On Friday, 20 March 2015 at 05:17:11 UTC, Walter Bright wrote:
On 3/19/2015 9:59 AM, "Ola Fosheim =?UTF-8?B?R3LDuHN0YWQi?=
<[email protected]>" wrote:
On Thursday, 19 March 2015 at 00:42:51 UTC, weaselcat wrote:
On Wednesday, 18 March 2015 at 12:59:17 UTC, bearophile wrote:
High level constructs in D are often slower than low-level
code, so in some
cases you don't want to use them.
I actually found that LDC does an _amazing_ job of optimizing
high level
constructs and converting "low level" code to higher level
functional code
resulted in minor speedups in a lot of cases.

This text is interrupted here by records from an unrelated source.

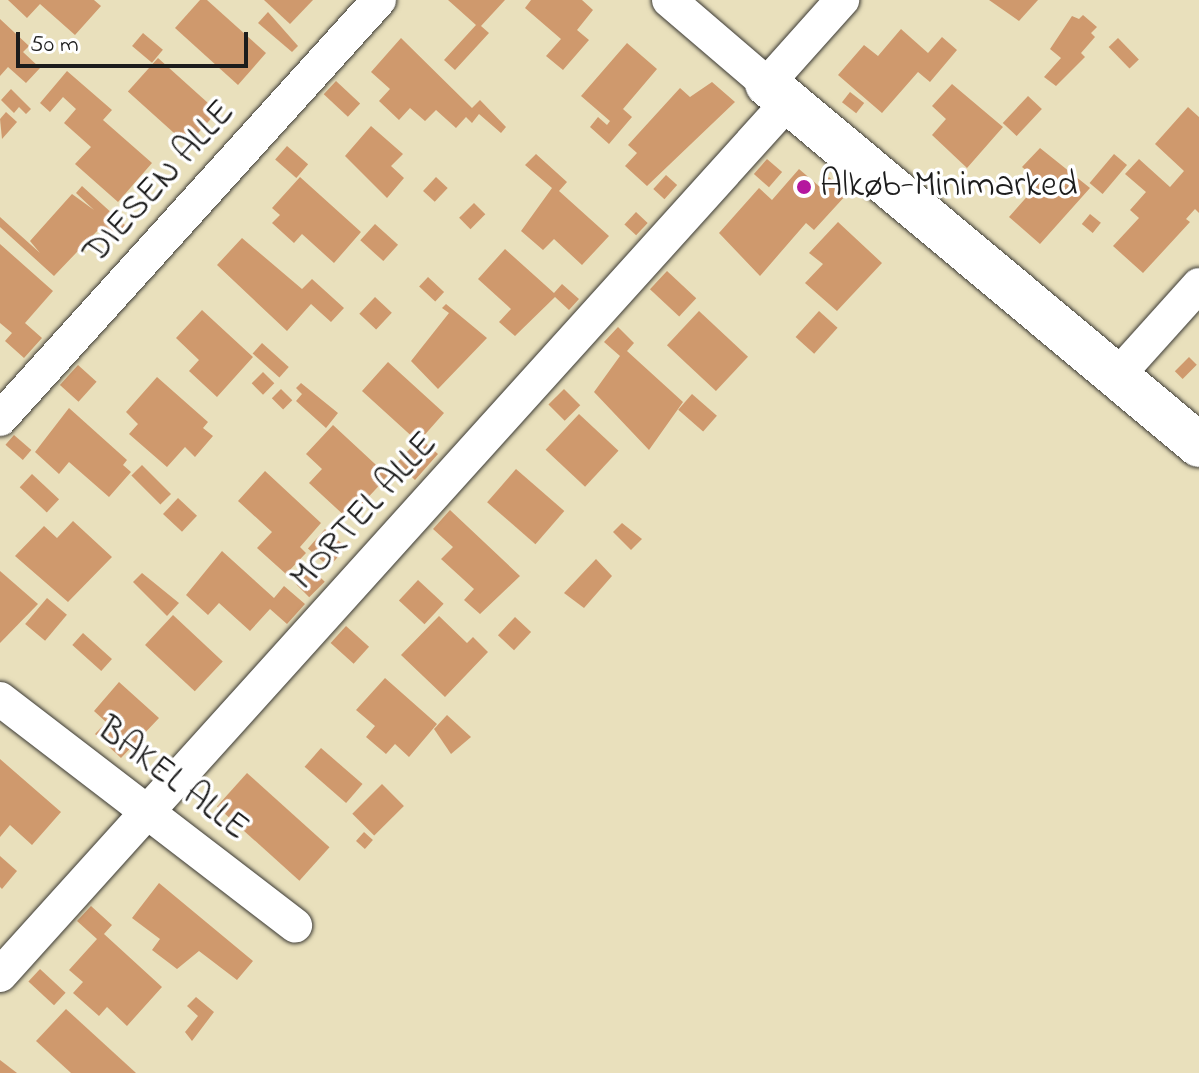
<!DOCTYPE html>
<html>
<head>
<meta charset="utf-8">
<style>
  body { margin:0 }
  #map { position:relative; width:1199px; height:1073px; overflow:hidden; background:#e9e0bc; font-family:"Indie Flower",sans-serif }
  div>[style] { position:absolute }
  .building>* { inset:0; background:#cf996d; transform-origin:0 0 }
  .roads { filter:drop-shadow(0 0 2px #3b3934) drop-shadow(0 0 2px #3b3934) }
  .minor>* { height:34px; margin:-17px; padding:0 17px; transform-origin:17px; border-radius:17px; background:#fff }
  .tertiary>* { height:44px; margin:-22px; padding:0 22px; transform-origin:22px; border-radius:22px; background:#fff }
  .dots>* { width:22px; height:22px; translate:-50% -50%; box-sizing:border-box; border:4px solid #fff; border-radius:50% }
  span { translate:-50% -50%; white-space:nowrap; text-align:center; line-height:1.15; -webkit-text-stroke:7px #fff; paint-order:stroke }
  .street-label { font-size:36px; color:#1c1c1c }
  .poi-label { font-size:36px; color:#1c1c1c }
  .left { translate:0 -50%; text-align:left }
  .scale { position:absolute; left:16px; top:32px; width:232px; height:36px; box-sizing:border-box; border:4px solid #1c1c1c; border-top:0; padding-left:10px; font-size:24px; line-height:28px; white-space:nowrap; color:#1c1c1c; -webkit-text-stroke:6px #fff; paint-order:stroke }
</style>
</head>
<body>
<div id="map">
  <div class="building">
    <i style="clip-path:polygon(8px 0,94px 0,101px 6px,75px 35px,40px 4px,27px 18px)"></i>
    <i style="clip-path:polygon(200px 0,207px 0,266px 53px,238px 85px,175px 28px)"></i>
    <i style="clip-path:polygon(264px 0,313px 0,290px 24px)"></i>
    <i style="clip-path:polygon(448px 0,505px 0,481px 26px,489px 33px,455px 70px,444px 60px,476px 25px)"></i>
    <i style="clip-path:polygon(531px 0,582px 0,593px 10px,577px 30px,589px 40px,563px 70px,546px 56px,561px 39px,525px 8px)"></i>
    <i style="clip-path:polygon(989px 0,1038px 0,1019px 21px)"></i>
    <i style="clip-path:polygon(268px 12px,298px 46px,292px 52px,258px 23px)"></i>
    <i style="clip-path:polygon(1083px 15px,1097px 27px,1091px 33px,1095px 37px,1081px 53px,1085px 57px,1056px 86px,1044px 77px,1061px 58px,1050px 49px,1072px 16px,1079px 19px)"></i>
    <i style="clip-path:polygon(0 19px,29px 46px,23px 52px,40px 68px,26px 83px,8px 67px,0 76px)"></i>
    <i style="clip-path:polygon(901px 29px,928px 53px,942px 37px,957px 50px,930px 82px,918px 72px,882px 113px,838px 75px,864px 45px,878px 56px)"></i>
    <i style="left:143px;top:33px;width:26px;height:17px;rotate:40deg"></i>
    <i style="clip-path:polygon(401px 38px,472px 108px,480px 100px,506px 127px,501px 133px,479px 114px,472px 123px,466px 117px,456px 128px,436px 110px,425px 121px,410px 108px,399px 120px,379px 101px,390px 89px,371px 72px)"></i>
    <i style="left:1118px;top:38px;width:30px;height:13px;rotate:46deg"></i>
    <i style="clip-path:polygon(627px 43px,657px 69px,623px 109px,632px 117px,609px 144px,590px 127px,598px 117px,607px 125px,610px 121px,581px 96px)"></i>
    <i style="left:158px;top:58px;width:80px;height:45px;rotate:42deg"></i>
    <i style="clip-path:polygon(67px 71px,112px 110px,103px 120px,152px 163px,118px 202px,75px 164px,91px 147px,64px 123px,76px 109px,63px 97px,50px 112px,40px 103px)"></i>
    <i style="left:336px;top:81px;width:33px;height:18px;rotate:43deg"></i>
    <i style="clip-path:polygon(712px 82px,735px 102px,647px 186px,625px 166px,637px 153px,628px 145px,680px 88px,690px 97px)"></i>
    <i style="clip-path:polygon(952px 84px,1003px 127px,967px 168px,932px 135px,946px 119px,932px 106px)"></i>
    <i style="clip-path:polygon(11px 89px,31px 109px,26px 114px,19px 107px,14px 113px,1px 100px)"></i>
    <i style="left:850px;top:92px;width:18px;height:13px;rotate:38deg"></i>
    <i style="left:1028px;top:96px;width:19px;height:37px;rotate:43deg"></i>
    <i style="clip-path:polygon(1188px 107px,1199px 117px,1199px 213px,1195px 209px,1186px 219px,1190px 222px,1143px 273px,1113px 246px,1139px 218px,1130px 210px,1146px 192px,1125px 174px,1139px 159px,1170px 187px,1184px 171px,1155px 144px)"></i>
    <i style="clip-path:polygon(6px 112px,17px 122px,2px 139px,0 119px)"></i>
    <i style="clip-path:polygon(371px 126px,403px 154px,391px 166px,404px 178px,387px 198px,345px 156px)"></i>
    <i style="left:287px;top:146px;width:28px;height:18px;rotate:41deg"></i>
    <i style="clip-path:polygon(1040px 148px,1090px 188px,1040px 244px,1009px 217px,1040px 182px,1022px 167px)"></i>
    <i style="clip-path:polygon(536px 154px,567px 182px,559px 191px,609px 236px,582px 265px,554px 239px,543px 250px,521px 231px,552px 188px,525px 165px)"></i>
    <i style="left:1114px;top:154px;width:17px;height:38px;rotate:40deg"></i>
    <i style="left:767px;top:159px;width:20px;height:20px;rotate:41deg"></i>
    <i style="clip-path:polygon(799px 169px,820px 187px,829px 177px,847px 194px,814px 230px,806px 223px,760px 276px,719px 233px,759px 188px,772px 200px)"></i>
    <i style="left:666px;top:175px;width:15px;height:19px;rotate:42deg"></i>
    <i style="clip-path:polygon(300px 177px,361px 232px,334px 263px,302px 234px,294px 243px,272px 223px,280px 215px,272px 208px)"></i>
    <i style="left:436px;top:177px;width:16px;height:19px;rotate:43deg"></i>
    <i style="clip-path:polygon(82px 186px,125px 225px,112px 241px,99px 229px,54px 276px,0 227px,0 217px,40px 253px,30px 241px,72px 194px,94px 210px,76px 193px)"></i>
    <i style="left:474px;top:203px;width:16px;height:21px;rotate:45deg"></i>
    <i style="left:636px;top:212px;width:16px;height:17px;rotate:43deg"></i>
    <i style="left:1090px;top:214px;width:14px;height:13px;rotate:39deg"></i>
    <i style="clip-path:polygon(838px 222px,882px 263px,837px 311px,805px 283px,823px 264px,809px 253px)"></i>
    <i style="left:375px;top:224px;width:31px;height:22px;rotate:42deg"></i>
    <i style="clip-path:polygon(242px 238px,302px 289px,312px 279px,344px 308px,331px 322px,311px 304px,287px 331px,217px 265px)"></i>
    <i style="clip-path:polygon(0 244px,53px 291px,25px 323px,42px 338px,24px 358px,5px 341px,12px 333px,0 323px)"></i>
    <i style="clip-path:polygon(505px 249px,554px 293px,562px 284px,579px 299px,569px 310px,555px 297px,515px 336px,499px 322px,511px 309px,478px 279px)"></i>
    <i style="left:667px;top:271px;width:40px;height:25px;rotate:43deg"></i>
    <i style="left:428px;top:277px;width:22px;height:13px;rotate:43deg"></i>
    <i style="left:375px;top:297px;width:23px;height:23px;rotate:43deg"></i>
    <i style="clip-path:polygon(446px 304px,487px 338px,438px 389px,411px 361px,449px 313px,442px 308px)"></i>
    <i style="clip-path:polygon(202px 310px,253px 357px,217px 397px,189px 371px,199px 360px,176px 338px)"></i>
    <i style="left:699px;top:311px;width:67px;height:47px;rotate:43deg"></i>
    <i style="left:819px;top:311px;width:25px;height:35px;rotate:42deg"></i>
    <i style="clip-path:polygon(618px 327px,634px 343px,627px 351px,683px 402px,649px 450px,594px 392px,620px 356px,604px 342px)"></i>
    <i style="left:262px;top:343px;width:36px;height:14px;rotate:42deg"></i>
    <i style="left:1189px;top:357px;width:11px;height:20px;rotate:45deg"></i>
    <i style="clip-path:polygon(388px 362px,444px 413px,421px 439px,438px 454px,415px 480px,397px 463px,417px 441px,362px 391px)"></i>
    <i style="left:78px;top:365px;width:25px;height:27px;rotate:42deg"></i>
    <i style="left:263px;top:372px;width:16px;height:16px;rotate:45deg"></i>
    <i style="clip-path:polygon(157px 377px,208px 422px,203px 428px,213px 436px,195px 457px,185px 447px,167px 467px,129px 434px,138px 424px,126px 412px)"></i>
    <i style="clip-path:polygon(301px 383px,338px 413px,326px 428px,296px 401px,302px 394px,296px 388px)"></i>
    <i style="left:281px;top:389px;width:16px;height:13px;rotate:45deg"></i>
    <i style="left:564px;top:389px;width:23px;height:22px;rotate:45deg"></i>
    <i style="left:692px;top:394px;width:33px;height:21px;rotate:41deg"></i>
    <i style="clip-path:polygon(69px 408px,127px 460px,123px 465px,131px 472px,109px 497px,69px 462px,59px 474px,35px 452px)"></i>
    <i style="left:579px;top:414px;width:54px;height:49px;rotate:43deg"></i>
    <i style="clip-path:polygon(333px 425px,388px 476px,348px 519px,309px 483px,322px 469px,306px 454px)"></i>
    <i style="left:14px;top:435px;width:23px;height:13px;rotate:41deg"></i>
    <i style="left:142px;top:465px;width:41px;height:15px;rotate:45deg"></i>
    <i style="left:516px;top:469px;width:64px;height:44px;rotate:41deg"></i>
    <i style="clip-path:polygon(265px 471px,321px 523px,300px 547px,306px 553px,286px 574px,257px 548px,272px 532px,238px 501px)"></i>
    <i style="left:32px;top:474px;width:37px;height:18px;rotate:43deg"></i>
    <i style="left:178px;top:498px;width:26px;height:22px;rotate:43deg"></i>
    <i style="clip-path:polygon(450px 510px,520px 576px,480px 614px,464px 600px,474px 589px,441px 559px,453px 547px,433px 529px)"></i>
    <i style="clip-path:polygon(73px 521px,112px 557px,68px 602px,15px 556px,44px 526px,57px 538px)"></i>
    <i style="clip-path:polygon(622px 523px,642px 539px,631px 550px,613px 532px)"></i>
    <i style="left:325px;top:529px;width:28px;height:26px;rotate:41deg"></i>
    <i style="clip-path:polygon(222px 551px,274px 598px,284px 586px,305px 604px,287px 624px,270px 609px,250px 631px,219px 603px,208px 615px,186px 595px)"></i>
    <i style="clip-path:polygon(596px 559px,612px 576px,584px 608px,564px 593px)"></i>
    <i style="left:312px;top:569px;width:18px;height:22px;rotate:45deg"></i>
    <i style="clip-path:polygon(0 571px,38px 604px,0 643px)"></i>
    <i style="clip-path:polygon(142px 573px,179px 603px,167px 616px,133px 582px)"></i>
    <i style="left:418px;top:580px;width:35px;height:28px;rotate:43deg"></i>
    <i style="left:47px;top:598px;width:26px;height:34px;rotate:40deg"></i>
    <i style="left:173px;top:615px;width:68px;height:41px;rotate:43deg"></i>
    <i style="clip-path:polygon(439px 616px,467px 643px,473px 637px,488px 652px,445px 697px,401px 655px)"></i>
    <i style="left:515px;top:617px;width:22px;height:25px;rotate:43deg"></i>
    <i style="left:346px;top:626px;width:31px;height:23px;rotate:42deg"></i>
    <i style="left:83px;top:633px;width:39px;height:16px;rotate:42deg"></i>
    <i style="clip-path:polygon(385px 678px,437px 724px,409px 757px,395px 744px,386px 754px,366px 737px,375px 726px,356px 710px)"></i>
    <i style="clip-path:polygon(119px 682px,159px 718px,121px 758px,95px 734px,106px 722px,94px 711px)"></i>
    <i style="clip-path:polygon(447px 715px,471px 737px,451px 754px,434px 729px)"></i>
    <i style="left:321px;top:748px;width:55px;height:25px;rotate:41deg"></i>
    <i style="clip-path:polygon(0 759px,61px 812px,32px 845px,10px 825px,0 837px)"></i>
    <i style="left:247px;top:773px;width:111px;height:45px;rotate:42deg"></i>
    <i style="left:382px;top:784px;width:31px;height:42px;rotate:45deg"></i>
    <i style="left:364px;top:832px;width:12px;height:12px;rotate:42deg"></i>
    <i style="clip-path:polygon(0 856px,17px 871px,2px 889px,0 887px)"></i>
    <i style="clip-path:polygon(159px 883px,253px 961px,237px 980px,199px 951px,177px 969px,152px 950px,160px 939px,132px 918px)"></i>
    <i style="clip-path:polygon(91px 906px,112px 925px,104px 934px,162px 987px,127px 1026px,107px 1007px,99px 1016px,73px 993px,83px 982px,69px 970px,97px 939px,77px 921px)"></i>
    <i style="left:40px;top:969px;width:35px;height:17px;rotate:43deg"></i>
    <i style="clip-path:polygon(196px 997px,214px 1012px,192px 1041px,185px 1032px,198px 1016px,187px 1006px)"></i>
    <i style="clip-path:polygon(66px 1009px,136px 1073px,71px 1073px,36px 1041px)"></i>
    <i style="clip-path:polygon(0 1060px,17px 1073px,0 1073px)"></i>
  </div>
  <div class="roads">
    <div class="minor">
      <i style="left:669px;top:0;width:129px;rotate:40.6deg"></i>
      <i style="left:767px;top:84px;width:113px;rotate:-48.2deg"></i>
      <i style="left:1118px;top:375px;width:121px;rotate:-48deg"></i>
      <i style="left:0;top:419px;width:565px;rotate:-47.87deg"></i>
      <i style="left:0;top:699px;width:372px;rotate:37.5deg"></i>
      <i style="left:0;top:975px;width:1176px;rotate:-47.93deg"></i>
    </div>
    <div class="tertiary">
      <i style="left:767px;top:84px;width:563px;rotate:39.88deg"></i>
    </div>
  </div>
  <div class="dots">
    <i style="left:804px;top:187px;background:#b5179e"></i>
  </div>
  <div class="street-label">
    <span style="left:160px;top:183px;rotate:-48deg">DIESEN ALLE</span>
    <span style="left:365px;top:512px;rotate:-48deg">MORTEL ALLE</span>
    <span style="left:172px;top:780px;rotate:37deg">BAKEL ALLE</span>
  </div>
  <div class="poi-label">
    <span class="left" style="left:820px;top:187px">Alkøb-Minimarked</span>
  </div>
  <div class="scale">50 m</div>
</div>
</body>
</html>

(Other performance benefits include the algorithm primitives
being extensively
optimized in phobos.)
If the code/compiler generates suboptimal code in the first
place then
improvements can be somewhat random. But if you write code
with good cache
locality, filling the pipeline properly then there is no
alternative to going
low level.
Btw, take a look at this:
http://stackoverflow.com/questions/28922323/improving-line-wise-i-o-operations-in-d
That's really bad marketing...
Sigh. The Python version:
-----------
import sys
if __name__ == "__main__":
if (len(sys.argv) < 2):
sys.exit()
infile = open(sys.argv[1])
linect = 0
for line in infile:
linect += 1
print "There are %d lines" % linect
----------
does not allocate memory. The splitLines() version:
[...] cutted
Of course it does allocate memory.
Python's "for...in" makes use of iterators and generators,
already there you have some allocations going around.
Not only that, there is one string being allocated for each line
in the file being read, even if it isn't used.
Not counting the whole minor allocations going on.